Stored items:

□ □ □ □ □

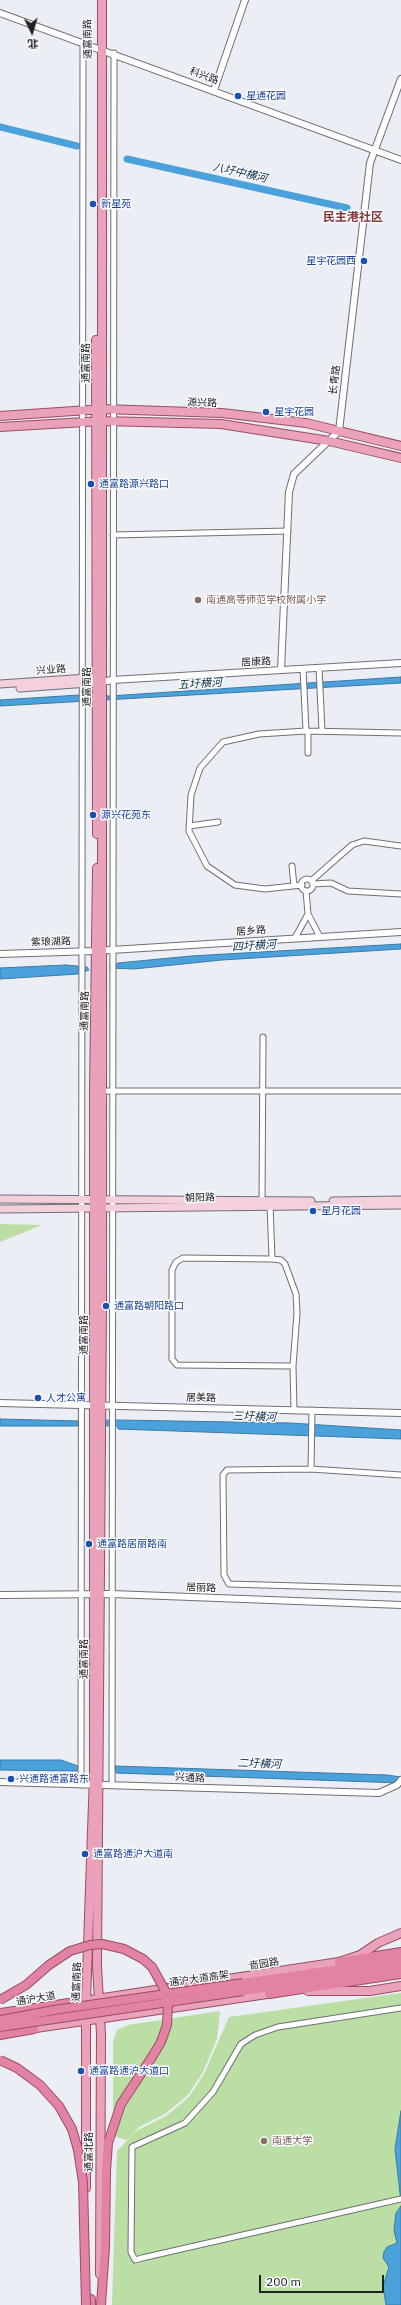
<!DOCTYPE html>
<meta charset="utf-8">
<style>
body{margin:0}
#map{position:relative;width:401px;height:2305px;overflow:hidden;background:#eceef6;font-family:"IBM Plex Sans","Noto Sans SC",sans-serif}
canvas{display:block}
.north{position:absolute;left:12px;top:12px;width:40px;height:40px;-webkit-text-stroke:3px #fbfbff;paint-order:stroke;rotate:175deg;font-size:11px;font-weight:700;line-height:16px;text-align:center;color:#202023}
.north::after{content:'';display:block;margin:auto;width:14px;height:18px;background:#202023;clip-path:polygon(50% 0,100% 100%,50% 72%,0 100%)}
.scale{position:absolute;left:259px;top:2275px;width:125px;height:18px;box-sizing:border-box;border:2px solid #202023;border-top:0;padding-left:5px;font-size:12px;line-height:14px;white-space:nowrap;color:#202023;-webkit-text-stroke:3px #fbfbff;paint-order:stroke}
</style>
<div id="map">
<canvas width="401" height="2305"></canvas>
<div class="north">北</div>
<div class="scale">200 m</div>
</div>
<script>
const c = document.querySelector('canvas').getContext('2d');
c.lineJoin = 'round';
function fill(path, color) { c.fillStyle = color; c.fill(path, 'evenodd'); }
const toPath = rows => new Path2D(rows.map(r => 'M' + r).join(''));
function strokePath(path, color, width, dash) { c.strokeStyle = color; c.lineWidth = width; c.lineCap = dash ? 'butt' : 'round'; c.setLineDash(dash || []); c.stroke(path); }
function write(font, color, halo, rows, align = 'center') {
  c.font = font + ' "IBM Plex Sans","Noto Sans SC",sans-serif'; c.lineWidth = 3; c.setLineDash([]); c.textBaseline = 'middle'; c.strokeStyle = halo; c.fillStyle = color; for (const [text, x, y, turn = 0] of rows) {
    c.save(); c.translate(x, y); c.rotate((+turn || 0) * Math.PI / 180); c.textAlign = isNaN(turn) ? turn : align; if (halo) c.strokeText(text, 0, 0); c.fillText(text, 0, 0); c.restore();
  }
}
fill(toPath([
 [0,1224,42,1225,0,1242],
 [401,1993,401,2305,112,2305,117,2151,136,2131,166,2116,189,2097,204,2074,229,2017],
 [220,2011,217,2039,203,2072,188,2095,165,2114,139,2127,127,2140,113,2136,113,2041,117,2030,128,2025]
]), '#badea3');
const water = toPath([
 [401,677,401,683,0,706,0,700,79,695,109,696,401,677],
 [401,944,401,949,222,960,134,969,109,968,118,963,191,956,401,944],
 [66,965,87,967,89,970,78,974,0,979,0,968,66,965],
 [0,1419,78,1421,78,1426,0,1426,0,1419],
 [117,1420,290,1423,401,1430,401,1439,118,1429,117,1420],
 [0,1760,61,1760,78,1766,78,1771,0,1770,0,1760],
 [115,1766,387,1775,401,1777,401,1783,116,1773,115,1766],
 [401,2111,401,2202,395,2149,401,2111],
 [401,2206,401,2305,386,2305,383,2286,389,2267,383,2258,384,2252,387,2247,397,2243,394,2230,396,2213,401,2206]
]);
fill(water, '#4aa1db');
strokePath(water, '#3d7aa4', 1);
strokePath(toPath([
 [0,127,77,146],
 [127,159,347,208],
 [107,1423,125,1424]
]), '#4aa1db', 7);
const minor = toPath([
 [113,535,288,531],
 [319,668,322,731],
 [303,669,306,731],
 [308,731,308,753],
 [189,826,218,822],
 [292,866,294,886],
 '301 885a6 6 0 1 1 12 0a6 6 0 1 1-12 0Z',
 [311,881,352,845,364,841,401,846],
 [313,884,331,883,348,891,401,894],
 [302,885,265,889,235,885,207,866,189,831,191,795,200,768,223,742,259,734,306,731,401,733],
 [306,891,308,914],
 [295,938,308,914,320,937],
 [101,1091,401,1091],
 [262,1204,263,1037],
 [270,1204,272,1259],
 [293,1366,177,1365,172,1359,172,1270,176,1262,183,1258,272,1259,281,1260,285,1264,296,1294,297,1313,293,1366,294,1410],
 [311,1469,312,1410],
 [401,1475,311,1469,227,1470,223,1475,224,1575,229,1584,401,1589],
 [81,1785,83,42],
 [112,1785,114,53],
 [401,2008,278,2027,255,2035,241,2044,213,2092,185,2123,132,2147,131,2252,135,2260,142,2258,401,2199]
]);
const tertiary = toPath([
 [0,13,401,160],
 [214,90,245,0],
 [281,670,289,492,294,474,339,431,370,163,401,79],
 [102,682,112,680,401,663],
 [0,954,95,951,401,932],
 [0,1403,401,1413],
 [0,1595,112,1594,401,1605],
 [0,1782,379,1793,397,1785,401,1780]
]);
const secondary = toPath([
 [0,684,102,677],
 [20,688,102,682],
 [0,1199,311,1201],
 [333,1201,401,1200],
 [0,1209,401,1205]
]);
const primary = toPath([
 [96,340,97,834],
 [0,416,103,409,222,413,306,423,401,446],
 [0,427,103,421,221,424,329,441,401,458],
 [308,1991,370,1991,401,1986],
 [64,2004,339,1962,360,1955,378,1943,401,1933],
 [29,2029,274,1993],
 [86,2188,86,2001,94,1775,94,1092,97,868],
 [100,2274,101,2034,97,1966,102,1304,102,0]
]);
const trunk = toPath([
 [339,1962,401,1952],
 [243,1983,401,1960],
 [243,1991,401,1968],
 [269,1994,401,1974],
 [0,2013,69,2003],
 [0,2035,34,2029],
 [91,2305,91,2299],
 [101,2305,105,2247,106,2171,108,2143,121,2104,152,2057]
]);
strokePath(minor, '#6e6f77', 7);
strokePath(tertiary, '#6e6f77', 8);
strokePath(secondary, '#6e6f77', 9);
strokePath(primary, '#9a4c67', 10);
strokePath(trunk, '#9a4c67', 10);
strokePath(minor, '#fff', 5);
strokePath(tertiary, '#fff', 6);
strokePath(secondary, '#f4d0dc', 7);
strokePath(primary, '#eaa2ba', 8);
strokePath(trunk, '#e383a3', 8);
const trunkBridge = toPath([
 [0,2000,26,1985,49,1965,70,1951,90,1945,102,1944,124,1949,143,1959,152,1967,167,1994,168,2004,167,2025,161,2042,152,2057],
 [0,2020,54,2010,243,1983],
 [0,2027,243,1991],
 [0,2060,17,2068,40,2085,59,2106,72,2129,78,2150,83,2182,86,2305]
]);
strokePath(trunkBridge, '#9a4c67', 10, []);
strokePath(trunkBridge, '#e383a3', 8);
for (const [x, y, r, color] of [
 [238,96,4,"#1a4fb4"],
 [93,204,4,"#1a4fb4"],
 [364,261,4,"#1a4fb4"],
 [266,412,4,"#1a4fb4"],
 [91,484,4,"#1a4fb4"],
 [198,600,4,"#8d6e63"],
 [93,815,4,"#1a4fb4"],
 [313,1211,4,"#1a4fb4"],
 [106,1306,4,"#1a4fb4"],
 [38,1398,4,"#1a4fb4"],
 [89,1544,4,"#1a4fb4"],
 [11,1779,4,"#1a4fb4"],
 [85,1854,4,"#1a4fb4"],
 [81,2071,4,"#1a4fb4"],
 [264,2141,4,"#8d6e63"]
]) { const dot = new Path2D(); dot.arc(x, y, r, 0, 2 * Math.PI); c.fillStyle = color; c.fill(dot); strokePath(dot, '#fbfbff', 1.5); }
write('10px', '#202023', '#fbfbff', [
 ["通富南路",88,39,-91],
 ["科兴路",204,76,20],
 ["通富南路",86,363,-90],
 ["长青路",335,380,-83],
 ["源兴路",202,403,2],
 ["居康路",256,662,-3],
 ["兴业路",51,670,-4],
 ["通富南路",87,687,-90],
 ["居乡路",251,931,-4],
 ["紫琅湖路",51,942,-2],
 ["通富南路",85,1011,-89],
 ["朝阳路",200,1198,-1],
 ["通富南路",84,1335,-90],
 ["居美路",201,1398,1],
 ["居丽路",201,1588,2],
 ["通富南路",84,1659,-90],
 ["兴通路",190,1778,3],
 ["啬园路",264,1964,-9],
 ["通沪大道高架",199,1979,-8],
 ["通富南路",77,1982,-88],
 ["通沪大道",36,1999,-10],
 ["通富北路",89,2152,-90]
]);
write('10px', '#164399', '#fbfbff', [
 ["星通花园",246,96],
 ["新星苑",101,204],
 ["星宇花园西",356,261,"right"],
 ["星宇花园",274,412],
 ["通富路源兴路口",99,484],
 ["源兴花苑东",101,815],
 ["星月花园",321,1211],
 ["通富路朝阳路口",114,1306],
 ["人才公寓",46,1398],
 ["通富路居丽路南",97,1544],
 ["兴通路通富路东",19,1779],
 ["通富路通沪大道南",93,1854],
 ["通富路通沪大道口",89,2071]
], 'left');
write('10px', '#785e54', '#fbfbff', [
 ["南通高等师范学校附属小学",206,600],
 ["南通大学",272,2141]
], 'left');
write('italic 11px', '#062d44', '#fbfbff', [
 ["八圩中横河",240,173,13],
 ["五圩横河",200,684,-4],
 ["四圩横河",254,946,-4],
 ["三圩横河",254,1417,2],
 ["二圩横河",259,1764,2]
]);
write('bold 12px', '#833b3c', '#fbfbff', [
 ["民主港社区",353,218]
]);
</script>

□ □ □ □ □

PROBLEM STATEMENT: Copy each line in the data that holds the word "turn".

ANSWER TO THIS EXERCISE:
  c.font = font + ' "IBM Plex Sans","Noto Sans SC",sans-serif'; c.lineWidth = 3; c.setLineDash([]); c.textBaseline = 'middle'; c.strokeStyle = halo; c.fillStyle = color; for (const [text, x, y, turn = 0] of rows) {
    c.save(); c.translate(x, y); c.rotate((+turn || 0) * Math.PI / 180); c.textAlign = isNaN(turn) ? turn : align; if (halo) c.strokeText(text, 0, 0); c.fillText(text, 0, 0); c.restore();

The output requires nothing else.